A few weeks ago I was speaking with a new acquaintance who, upon finding out that I’m a Forex trader, started bragging about a friend who turned $20,000 into $2,000,000 by selling the Yen in 2014.

Almost immediately, my bullsh*t meter went off.

In my head, I was thinking, “his friend must either be very very dumb, or very very lucky. Possibly both.”

But I pretended to be impressed.

I widened my eyes, raised my eyebrows and said something to the tune of, “wow… that’s awesome.”

You see, I’ve been in this business long enough to know that for every one person who strikes the Forex lottery, there are a thousand others who blew up multiple accounts trying to be that one special winner. Survivor bias, anyone?

“Yeah,” my acquaintance continued, “he offered to teach me to trade… but I don’t know, I’m thinking about it…”

My eyes glazed over.

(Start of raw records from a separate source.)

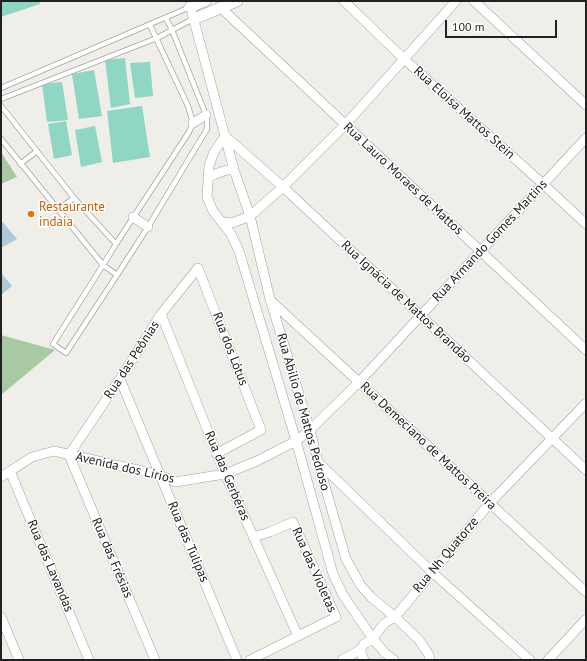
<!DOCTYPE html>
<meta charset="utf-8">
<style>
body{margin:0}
#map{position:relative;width:587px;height:661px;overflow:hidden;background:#f0eee8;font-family:"PT Sans",sans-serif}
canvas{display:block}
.frame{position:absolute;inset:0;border:2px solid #212121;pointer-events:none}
.scale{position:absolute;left:445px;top:20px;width:112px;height:18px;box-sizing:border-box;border:2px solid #212121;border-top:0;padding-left:5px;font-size:12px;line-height:14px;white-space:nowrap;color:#212121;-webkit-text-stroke:3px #fff;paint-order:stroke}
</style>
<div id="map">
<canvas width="587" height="661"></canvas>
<div class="frame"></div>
<div class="scale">100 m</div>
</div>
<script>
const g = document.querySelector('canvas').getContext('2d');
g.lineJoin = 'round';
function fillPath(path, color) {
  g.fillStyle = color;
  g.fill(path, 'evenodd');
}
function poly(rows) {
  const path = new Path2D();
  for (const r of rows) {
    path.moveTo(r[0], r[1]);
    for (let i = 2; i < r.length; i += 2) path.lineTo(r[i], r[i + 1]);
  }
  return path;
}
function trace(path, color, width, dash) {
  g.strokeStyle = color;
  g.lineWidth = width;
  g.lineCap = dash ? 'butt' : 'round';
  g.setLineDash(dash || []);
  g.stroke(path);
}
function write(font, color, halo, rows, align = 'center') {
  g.font = font + ' "PT Sans",sans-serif';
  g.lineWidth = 3;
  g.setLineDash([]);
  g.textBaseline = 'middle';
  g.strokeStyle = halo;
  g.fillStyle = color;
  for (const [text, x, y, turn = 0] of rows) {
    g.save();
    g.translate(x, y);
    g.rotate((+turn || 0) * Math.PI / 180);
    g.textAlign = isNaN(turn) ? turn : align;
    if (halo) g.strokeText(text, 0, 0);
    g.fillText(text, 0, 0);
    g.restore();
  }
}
const forest = poly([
 [1,152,17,177,1,184],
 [1,335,55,350,1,395]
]);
const pitch = poly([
 [1,1,39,1,40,4,1,17],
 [125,58,130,104,111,108,105,60],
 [150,62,153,96,135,98,130,63],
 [94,70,102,116,79,119,72,74],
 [62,82,68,120,47,122,42,84],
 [142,106,150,157,113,163,107,111],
 [66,121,72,155,54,159,48,124],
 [95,126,102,162,81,167,75,130]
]);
const water = poly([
 [1,220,17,239,1,248],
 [2,274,12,286,1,295,1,275]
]);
const service = poly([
 [150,25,188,106,193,123,189,132,116,244,103,265,117,275,148,227,207,129,207,120,206,115,172,30,166,18],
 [1,88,190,7],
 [1,99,157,38,193,19],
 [1,106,74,198,116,244],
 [1,139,103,265,53,344,66,353,117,275],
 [20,164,37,151],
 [59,209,74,198]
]);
const minor = poly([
 [344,1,404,59,543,184,586,224],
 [474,1,586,105],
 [220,7,586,350],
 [192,13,234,170,250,216,270,299,310,430,318,462,346,559,361,586,372,598,395,617,419,640,429,655,430,660],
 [193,123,206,115],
 [225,136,214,152,209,166,207,197,213,211,231,234,239,251,297,444,333,574,343,595,373,639,385,653,394,660],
 [225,136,283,187,586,470],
 [208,178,215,174,227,170,234,170],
 [133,217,148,227],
 [223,222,232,223,250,216,283,187,345,125,456,1],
 [270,300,586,592],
 [161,314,225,474,298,636],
 [120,379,237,660],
 [319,463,432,572,530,660],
 [10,471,89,660],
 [1,477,32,457,54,451,160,475,175,482,225,474,257,461,296,441,310,430,359,382,586,138],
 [1,617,19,660],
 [360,650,364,660],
 [155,660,69,455,120,379,161,314,198,268,261,430,216,454],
 [250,660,336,617,293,522,270,532,253,537],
 [342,660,360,650,364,644,373,639,379,630,385,623,395,617,490,503,586,403],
 [548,660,586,619]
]);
const tertiary = poly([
 [190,7,205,1],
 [194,19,237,1]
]);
const markers = [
 [31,214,4,"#e8710a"]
];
const streetNames = [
 ["Rua Eloisa Mattos Stein",464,113,42],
 ["Rua Lauro Moraes de Mattos",403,179,43],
 ["Rua Armando Gomes Martins",490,241,-47],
 ["Rua Ignácia de Mattos Brandão",406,302,43],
 ["Rua dos Lótus",230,349,69],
 ["Rua das Peônias",132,360,-57],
 ["Rua Abilio de Mattos Pedroso",303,412,74],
 ["Rua Demeciano de Mattos Preira",428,446,43],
 ["Avenida dos Lírios",125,468,13],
 ["Rua das Gerbéras",227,476,67],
 ["Rua das Tulipas",188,542,67],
 ["Rua Nh Quatorze",446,555,-50],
 ["Rua das Frésias",112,558,67],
 ["Rua das Lavandas",50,566,67],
 ["Rua das Violetas",314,570,66]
];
const foodNames = [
 ["Restaurante",39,207],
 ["indaia",39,222]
];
fillPath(forest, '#a8caa2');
fillPath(pitch, '#8fd6c4');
fillPath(water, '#aec9d8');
trace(service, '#a2a2a2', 6);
trace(minor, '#a2a2a2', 10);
trace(tertiary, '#a2a2a2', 12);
trace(service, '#fff', 4.5);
trace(minor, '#fff', 9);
trace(tertiary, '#fff', 11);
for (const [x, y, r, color] of markers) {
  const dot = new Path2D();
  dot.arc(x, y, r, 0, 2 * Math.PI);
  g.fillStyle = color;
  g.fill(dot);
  trace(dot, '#fff', 1.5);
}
write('13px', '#212121', '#fff', streetNames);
write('13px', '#c56008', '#fff', foodNames, 'left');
</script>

This guy just told me that his friend made a 9,900% return in 12 months, but he’s not sure if he wants to learn from him. Go figure.

Not wanting to sour the situation, I went along with it.

“So what’s he trading now?” It was the most genuine question I could muster at this point.

“I… I think he stopped trading. He’s doing something else now”.

Hm.

So maybe this friend of his wasn’t as dumb as I thought. He knew he got lucky and walked away while he was ahead. Or perhaps he later went on to blow up his account? I didn’t ask.

“Oh, that’s a pity…” I said, as I got ready for the conversation to end. Small talk isn’t really my thing.

“Yeah, that’s a lot of money.” came the predictable reply of a non-trader.

I simply smiled, nodded, and let the conversation die in awkward silence.

This is why I don’t get invited to parties.

It’s not all about the profits

It’s no secret that people learn to trade because they want more money.

But the irony is that a focus on making profits is counterproductive.

Successful traders don’t win by making big profits. They win by not suffering big losses.

And they do that by betting small.

Check out this trader who bet the farm and lost everything:

trader lost it all

You can read more about him here.

Bottom line: Don’t get bedazzled by large gains. Watch your losses and the profits will take care of itself.